[[ Listed entries open ]]
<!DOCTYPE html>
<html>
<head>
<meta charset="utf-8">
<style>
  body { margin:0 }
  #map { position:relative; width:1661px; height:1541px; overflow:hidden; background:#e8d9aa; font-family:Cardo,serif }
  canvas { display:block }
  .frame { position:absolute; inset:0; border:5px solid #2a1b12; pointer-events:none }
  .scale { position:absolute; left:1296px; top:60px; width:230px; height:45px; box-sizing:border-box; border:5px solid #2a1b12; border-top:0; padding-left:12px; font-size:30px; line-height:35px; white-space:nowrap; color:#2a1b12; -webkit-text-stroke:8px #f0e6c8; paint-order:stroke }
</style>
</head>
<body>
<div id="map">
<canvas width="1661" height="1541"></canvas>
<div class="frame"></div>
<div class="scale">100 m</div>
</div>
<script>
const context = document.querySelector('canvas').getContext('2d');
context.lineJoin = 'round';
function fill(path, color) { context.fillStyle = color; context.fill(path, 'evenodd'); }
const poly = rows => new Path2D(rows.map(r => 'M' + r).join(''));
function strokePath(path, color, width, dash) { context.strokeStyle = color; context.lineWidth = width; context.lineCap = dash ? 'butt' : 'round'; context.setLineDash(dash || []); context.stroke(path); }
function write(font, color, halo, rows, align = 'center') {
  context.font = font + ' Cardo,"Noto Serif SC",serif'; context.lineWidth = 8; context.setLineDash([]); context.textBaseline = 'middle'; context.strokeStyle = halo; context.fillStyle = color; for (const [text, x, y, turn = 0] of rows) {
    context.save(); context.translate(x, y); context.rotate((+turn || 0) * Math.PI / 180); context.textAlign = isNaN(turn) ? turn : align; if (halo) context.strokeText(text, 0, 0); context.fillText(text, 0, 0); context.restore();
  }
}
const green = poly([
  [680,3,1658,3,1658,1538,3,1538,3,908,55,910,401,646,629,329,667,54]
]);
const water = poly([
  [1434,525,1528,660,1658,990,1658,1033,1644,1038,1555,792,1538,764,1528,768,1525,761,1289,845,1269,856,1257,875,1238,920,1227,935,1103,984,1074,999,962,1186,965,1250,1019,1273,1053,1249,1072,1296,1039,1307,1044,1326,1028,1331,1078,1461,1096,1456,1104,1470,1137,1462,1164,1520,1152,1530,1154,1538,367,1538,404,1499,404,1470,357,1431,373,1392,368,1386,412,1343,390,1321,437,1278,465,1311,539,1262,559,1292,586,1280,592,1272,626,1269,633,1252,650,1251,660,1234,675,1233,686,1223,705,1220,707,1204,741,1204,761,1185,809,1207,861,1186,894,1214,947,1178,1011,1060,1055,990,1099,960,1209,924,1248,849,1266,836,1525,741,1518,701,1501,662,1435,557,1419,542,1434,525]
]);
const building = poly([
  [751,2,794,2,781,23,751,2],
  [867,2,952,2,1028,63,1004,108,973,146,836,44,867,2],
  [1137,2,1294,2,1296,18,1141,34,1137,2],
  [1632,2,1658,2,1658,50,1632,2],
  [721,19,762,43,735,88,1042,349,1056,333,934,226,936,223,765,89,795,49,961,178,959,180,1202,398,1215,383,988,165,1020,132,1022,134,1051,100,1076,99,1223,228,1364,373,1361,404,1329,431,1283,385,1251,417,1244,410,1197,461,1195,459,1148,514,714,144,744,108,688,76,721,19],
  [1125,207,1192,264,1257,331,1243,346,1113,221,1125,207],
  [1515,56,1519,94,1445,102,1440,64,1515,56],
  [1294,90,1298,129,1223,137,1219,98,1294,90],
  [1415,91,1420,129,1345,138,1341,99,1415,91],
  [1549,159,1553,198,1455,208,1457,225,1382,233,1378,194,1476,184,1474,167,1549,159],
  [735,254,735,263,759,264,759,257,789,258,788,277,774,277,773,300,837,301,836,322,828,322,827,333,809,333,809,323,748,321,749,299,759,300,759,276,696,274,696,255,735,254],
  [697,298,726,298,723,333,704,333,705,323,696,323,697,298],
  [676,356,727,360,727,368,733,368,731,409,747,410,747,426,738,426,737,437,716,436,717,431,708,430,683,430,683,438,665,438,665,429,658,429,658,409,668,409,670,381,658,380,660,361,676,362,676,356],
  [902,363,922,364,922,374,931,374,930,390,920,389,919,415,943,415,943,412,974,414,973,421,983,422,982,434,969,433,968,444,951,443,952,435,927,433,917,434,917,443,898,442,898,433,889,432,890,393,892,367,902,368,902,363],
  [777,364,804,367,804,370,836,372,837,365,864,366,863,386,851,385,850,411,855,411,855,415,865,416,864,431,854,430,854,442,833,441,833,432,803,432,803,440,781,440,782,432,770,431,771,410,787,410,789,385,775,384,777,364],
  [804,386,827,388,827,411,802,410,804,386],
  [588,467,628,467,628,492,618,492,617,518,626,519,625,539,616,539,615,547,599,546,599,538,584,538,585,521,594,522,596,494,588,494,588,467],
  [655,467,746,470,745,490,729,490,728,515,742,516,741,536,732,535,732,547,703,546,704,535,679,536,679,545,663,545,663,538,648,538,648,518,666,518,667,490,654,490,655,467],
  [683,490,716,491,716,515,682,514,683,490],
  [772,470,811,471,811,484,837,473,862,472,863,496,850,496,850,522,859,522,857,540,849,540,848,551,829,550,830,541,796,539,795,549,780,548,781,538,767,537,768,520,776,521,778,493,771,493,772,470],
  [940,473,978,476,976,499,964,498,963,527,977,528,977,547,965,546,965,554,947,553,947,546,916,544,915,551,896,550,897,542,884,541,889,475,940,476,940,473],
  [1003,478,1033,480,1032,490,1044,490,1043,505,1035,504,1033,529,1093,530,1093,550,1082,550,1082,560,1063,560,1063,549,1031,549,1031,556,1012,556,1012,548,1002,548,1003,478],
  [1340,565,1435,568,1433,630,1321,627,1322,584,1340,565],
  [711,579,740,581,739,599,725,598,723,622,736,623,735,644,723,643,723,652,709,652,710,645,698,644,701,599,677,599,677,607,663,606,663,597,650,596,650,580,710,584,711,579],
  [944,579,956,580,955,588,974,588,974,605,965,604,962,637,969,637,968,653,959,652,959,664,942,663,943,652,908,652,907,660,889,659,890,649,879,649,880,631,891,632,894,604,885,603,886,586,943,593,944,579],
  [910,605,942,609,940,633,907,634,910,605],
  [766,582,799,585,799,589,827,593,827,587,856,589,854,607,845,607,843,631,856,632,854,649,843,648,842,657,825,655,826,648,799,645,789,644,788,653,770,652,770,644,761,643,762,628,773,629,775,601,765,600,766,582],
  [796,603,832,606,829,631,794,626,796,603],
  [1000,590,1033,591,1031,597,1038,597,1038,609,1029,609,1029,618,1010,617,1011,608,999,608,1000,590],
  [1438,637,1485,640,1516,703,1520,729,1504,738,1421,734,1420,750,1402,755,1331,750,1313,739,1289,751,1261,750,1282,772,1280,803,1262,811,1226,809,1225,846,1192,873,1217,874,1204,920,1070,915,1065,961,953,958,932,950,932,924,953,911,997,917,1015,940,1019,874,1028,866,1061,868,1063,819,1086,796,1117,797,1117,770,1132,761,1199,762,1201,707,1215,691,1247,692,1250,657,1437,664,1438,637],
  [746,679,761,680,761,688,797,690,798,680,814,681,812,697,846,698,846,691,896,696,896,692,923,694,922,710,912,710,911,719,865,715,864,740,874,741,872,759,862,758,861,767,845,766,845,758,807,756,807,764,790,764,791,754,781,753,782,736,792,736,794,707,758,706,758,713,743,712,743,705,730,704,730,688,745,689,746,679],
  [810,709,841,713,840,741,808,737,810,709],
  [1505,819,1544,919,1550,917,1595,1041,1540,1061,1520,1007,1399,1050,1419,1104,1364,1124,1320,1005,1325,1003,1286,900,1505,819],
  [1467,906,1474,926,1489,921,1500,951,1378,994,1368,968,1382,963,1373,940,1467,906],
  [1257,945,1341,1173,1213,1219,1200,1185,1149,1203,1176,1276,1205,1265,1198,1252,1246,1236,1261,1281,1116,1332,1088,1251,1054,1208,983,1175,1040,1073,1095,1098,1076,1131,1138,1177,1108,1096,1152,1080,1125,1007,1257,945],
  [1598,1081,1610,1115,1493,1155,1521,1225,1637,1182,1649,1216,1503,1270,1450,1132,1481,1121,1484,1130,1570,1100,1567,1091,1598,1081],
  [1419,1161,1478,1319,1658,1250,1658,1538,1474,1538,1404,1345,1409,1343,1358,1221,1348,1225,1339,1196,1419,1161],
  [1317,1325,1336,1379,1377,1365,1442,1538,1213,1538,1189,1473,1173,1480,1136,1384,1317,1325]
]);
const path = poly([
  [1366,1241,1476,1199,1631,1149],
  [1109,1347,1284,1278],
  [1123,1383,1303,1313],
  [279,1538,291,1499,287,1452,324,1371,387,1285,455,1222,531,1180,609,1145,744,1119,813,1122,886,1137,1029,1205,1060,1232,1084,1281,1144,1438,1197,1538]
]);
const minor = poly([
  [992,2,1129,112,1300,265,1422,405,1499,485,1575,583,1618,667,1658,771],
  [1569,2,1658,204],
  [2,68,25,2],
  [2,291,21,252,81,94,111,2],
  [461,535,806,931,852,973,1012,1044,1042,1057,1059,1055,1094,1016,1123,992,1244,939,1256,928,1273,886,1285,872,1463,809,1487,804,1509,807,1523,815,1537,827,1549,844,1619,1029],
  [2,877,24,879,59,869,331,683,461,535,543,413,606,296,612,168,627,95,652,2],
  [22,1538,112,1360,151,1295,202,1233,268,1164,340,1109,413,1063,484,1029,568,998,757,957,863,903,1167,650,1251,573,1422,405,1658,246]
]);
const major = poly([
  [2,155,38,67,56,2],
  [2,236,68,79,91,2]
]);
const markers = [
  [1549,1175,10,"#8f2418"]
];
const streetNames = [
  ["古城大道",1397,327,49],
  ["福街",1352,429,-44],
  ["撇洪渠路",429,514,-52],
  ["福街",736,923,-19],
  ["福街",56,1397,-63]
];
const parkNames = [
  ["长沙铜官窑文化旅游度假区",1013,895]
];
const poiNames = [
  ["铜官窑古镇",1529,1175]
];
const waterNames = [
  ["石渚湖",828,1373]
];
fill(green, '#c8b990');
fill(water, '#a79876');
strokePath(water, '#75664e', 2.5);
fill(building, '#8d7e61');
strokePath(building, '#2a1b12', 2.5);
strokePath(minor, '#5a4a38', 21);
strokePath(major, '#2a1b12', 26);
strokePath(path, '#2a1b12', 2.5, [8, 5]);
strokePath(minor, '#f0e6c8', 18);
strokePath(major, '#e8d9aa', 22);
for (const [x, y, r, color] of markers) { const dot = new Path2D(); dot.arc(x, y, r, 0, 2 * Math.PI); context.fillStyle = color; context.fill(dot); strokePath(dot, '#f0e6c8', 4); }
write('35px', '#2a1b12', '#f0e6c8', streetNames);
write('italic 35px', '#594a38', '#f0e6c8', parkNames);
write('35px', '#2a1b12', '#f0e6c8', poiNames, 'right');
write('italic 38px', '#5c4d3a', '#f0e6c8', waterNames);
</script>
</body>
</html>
[[ Listed entries closed ]]
**Task prompt**
Look through the material for "align". Copy each line that has it.

**Solution to this task**
function write(font, color, halo, rows, align = 'center') {
    context.save(); context.translate(x, y); context.rotate((+turn || 0) * Math.PI / 180); context.textAlign = isNaN(turn) ? turn : align; if (halo) context.strokeText(text, 0, 0); context.fillText(text, 0, 0); context.restore();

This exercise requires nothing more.